Stored entries
------------------------
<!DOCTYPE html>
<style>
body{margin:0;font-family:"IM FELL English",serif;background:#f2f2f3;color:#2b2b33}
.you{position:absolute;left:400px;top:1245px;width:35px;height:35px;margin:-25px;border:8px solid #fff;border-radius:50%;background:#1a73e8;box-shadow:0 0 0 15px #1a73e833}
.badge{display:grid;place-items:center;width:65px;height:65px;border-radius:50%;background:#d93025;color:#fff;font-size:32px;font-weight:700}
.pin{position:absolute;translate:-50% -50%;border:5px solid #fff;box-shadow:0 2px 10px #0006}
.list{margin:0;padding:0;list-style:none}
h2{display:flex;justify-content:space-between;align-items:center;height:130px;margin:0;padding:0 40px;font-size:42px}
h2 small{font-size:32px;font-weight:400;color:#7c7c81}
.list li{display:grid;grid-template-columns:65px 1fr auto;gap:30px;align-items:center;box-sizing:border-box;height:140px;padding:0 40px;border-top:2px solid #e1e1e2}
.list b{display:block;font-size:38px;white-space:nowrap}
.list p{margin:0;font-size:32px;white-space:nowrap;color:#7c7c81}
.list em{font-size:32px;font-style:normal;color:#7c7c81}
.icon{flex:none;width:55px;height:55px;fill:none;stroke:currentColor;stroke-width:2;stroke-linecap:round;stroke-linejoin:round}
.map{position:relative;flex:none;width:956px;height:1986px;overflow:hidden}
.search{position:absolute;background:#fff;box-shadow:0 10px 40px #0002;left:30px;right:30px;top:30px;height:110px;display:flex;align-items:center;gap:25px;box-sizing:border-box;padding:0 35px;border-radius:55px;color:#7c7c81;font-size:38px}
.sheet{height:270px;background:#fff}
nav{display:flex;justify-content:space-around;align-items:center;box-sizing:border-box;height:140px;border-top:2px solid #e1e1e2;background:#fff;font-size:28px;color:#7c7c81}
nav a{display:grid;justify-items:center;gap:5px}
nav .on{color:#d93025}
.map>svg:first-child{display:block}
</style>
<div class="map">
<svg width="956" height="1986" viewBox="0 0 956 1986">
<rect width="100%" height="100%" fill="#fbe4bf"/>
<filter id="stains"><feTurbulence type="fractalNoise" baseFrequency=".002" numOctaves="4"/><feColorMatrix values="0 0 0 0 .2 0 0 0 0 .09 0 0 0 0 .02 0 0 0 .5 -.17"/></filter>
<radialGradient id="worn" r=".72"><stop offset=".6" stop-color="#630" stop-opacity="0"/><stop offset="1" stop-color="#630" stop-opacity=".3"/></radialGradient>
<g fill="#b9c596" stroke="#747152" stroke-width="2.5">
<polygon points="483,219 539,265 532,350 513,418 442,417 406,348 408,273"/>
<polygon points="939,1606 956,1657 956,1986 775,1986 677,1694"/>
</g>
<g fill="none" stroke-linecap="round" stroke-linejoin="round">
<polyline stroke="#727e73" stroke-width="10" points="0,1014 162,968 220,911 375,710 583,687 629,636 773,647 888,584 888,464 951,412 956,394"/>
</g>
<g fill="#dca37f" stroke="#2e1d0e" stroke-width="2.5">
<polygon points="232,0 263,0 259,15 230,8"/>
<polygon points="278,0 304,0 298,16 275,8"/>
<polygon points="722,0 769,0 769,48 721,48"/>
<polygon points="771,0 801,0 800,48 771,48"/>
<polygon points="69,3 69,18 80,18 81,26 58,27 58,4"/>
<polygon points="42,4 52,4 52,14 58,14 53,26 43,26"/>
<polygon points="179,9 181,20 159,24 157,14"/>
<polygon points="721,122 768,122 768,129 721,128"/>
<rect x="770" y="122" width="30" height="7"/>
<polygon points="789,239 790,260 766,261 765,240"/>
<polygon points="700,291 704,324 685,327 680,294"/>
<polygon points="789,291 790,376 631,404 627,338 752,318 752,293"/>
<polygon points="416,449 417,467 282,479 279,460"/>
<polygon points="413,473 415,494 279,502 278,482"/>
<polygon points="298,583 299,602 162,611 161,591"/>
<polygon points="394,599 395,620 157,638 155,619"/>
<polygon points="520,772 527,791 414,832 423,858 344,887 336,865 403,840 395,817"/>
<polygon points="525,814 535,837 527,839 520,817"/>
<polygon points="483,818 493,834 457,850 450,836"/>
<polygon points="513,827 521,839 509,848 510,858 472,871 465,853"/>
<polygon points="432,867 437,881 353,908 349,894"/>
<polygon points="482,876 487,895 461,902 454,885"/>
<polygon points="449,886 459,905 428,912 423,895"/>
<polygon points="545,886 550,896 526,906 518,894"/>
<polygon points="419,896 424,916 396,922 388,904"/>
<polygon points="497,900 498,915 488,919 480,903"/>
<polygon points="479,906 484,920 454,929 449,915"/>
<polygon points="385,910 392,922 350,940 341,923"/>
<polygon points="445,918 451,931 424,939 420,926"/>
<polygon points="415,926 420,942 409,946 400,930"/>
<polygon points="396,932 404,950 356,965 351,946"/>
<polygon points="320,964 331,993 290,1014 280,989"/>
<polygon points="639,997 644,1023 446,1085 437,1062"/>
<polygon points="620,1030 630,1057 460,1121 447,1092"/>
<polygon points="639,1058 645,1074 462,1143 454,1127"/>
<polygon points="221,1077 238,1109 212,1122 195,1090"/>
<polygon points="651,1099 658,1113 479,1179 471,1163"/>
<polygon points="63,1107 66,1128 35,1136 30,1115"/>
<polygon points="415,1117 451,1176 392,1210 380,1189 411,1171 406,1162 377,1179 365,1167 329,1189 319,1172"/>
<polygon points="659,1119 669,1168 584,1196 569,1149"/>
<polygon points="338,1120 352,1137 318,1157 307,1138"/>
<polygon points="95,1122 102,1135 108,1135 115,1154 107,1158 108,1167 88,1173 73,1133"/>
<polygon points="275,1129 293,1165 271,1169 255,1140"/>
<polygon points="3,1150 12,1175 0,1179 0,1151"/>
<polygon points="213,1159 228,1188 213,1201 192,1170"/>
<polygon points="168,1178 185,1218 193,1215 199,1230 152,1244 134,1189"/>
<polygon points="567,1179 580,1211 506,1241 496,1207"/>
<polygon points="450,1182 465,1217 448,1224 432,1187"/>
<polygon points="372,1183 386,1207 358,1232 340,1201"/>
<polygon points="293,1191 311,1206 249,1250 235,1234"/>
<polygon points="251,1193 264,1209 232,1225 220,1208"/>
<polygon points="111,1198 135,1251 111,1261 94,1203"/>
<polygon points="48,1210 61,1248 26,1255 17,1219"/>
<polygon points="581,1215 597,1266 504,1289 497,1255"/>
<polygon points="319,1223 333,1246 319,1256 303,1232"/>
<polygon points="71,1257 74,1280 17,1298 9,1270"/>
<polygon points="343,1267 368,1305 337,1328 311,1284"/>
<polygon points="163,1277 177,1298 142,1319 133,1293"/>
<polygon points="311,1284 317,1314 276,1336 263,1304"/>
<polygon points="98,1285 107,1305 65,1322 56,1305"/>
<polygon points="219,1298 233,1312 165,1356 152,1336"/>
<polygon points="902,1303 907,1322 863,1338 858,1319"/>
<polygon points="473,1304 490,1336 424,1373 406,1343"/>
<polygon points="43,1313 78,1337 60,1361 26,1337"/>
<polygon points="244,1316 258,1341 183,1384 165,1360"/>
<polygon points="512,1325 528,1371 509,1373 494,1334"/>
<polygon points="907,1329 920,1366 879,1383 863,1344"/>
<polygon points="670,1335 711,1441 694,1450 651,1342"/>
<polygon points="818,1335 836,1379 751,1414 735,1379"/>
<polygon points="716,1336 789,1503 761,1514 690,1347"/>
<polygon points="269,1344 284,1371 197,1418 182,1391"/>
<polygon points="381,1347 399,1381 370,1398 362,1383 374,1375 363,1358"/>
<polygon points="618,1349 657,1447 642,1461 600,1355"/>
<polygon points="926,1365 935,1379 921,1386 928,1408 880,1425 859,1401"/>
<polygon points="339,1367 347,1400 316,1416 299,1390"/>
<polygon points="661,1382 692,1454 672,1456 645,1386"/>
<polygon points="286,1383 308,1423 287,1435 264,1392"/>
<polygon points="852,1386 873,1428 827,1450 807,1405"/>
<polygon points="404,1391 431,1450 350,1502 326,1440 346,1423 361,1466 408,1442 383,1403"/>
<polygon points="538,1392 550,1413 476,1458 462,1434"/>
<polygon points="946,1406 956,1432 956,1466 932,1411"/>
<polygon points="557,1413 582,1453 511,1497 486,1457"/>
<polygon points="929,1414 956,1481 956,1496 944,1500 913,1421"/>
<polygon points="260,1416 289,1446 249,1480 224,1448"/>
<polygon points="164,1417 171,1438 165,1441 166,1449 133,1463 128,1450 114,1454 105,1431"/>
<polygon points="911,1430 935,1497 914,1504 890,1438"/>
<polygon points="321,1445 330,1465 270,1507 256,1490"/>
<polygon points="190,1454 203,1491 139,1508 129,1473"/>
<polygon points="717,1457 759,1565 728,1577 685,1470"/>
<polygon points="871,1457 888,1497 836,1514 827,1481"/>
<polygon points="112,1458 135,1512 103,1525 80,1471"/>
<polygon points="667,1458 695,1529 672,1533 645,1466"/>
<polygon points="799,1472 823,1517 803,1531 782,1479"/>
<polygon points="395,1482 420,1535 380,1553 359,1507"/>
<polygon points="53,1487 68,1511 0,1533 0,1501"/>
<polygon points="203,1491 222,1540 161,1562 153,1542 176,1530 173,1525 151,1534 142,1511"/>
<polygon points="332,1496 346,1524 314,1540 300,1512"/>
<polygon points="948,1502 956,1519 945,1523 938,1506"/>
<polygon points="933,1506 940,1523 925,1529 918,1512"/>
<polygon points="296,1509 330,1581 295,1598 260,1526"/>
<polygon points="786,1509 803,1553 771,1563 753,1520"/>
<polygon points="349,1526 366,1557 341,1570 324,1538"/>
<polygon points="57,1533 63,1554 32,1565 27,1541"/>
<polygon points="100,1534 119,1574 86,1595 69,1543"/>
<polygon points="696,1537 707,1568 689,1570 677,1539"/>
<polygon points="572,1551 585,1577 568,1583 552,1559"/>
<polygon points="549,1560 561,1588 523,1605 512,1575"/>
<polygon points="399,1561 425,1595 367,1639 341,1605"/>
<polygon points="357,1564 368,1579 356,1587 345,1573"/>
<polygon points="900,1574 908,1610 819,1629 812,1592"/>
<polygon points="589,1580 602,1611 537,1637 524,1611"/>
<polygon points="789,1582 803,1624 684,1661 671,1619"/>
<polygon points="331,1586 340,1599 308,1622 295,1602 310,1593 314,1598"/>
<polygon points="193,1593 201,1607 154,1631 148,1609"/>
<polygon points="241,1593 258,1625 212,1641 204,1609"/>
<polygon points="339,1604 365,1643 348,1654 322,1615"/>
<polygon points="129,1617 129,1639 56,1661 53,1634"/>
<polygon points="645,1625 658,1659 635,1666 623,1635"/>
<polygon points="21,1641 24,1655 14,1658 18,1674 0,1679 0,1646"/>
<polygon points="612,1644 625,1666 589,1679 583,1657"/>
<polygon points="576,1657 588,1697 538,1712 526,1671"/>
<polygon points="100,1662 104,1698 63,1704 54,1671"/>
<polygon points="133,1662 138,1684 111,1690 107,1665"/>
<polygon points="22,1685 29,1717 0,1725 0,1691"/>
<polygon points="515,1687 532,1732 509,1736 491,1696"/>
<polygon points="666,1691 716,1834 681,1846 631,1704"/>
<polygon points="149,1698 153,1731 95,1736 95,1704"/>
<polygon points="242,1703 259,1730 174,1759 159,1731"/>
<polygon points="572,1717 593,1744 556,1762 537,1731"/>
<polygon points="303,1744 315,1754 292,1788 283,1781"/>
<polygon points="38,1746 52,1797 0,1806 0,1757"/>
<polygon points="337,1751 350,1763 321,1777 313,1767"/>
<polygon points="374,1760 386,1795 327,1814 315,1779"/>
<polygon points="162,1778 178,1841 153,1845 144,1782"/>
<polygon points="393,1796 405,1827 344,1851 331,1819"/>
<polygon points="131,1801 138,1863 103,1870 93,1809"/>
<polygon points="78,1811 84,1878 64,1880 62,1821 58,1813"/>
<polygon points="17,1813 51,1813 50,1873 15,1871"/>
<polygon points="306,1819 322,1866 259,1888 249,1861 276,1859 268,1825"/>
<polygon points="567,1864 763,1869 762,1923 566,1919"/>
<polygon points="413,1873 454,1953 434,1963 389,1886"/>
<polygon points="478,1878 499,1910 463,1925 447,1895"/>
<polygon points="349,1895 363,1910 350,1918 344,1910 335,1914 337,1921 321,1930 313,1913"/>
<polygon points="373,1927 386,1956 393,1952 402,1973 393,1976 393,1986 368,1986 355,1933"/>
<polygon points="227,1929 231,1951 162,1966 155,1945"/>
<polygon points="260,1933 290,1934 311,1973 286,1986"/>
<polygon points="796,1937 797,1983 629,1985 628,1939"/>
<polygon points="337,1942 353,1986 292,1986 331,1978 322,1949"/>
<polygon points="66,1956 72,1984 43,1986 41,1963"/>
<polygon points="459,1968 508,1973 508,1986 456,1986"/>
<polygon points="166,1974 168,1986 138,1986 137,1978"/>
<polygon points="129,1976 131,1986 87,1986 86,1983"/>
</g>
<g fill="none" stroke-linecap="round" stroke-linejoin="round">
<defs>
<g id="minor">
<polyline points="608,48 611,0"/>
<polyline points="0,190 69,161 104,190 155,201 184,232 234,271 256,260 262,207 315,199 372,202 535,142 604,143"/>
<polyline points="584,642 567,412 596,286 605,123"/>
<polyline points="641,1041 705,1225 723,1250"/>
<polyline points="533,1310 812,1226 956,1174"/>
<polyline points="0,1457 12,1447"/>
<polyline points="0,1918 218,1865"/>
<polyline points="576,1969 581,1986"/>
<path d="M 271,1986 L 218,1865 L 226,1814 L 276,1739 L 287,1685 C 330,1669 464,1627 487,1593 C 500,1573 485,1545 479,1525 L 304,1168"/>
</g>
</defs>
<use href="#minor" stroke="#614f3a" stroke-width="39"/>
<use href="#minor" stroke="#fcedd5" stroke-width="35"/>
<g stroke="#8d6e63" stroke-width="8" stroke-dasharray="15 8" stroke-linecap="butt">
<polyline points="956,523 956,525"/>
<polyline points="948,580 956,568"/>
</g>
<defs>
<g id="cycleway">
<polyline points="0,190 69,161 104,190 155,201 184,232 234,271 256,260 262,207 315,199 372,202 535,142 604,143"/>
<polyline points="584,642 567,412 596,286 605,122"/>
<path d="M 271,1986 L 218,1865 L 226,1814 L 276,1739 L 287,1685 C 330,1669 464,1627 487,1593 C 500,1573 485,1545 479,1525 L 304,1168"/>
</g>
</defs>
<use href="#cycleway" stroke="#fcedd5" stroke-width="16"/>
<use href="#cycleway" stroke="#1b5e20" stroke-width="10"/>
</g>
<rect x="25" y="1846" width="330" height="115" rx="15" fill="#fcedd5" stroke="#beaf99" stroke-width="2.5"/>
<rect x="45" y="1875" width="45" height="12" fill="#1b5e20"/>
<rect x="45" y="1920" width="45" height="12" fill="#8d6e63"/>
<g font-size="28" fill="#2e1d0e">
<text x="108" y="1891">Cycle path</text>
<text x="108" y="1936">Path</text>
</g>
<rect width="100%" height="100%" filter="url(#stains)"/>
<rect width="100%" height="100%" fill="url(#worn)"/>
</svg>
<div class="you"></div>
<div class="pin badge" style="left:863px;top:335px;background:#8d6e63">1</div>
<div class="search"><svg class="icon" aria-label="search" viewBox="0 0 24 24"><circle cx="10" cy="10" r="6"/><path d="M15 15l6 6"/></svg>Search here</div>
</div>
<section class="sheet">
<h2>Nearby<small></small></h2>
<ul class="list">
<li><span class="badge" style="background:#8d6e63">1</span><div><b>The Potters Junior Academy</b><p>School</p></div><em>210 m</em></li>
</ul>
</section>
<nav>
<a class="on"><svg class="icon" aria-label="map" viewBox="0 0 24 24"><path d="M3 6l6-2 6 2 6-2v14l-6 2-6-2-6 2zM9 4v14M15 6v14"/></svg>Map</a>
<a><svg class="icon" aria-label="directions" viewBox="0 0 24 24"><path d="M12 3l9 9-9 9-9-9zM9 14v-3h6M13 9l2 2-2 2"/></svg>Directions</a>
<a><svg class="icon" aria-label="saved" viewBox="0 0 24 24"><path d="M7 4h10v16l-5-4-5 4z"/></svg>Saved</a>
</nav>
------------------------
EXERCISE AIM
Looking at the entries, work out how many lines hold the word "style". Give the number and nothing else.

EXPECTED OUTPUT
6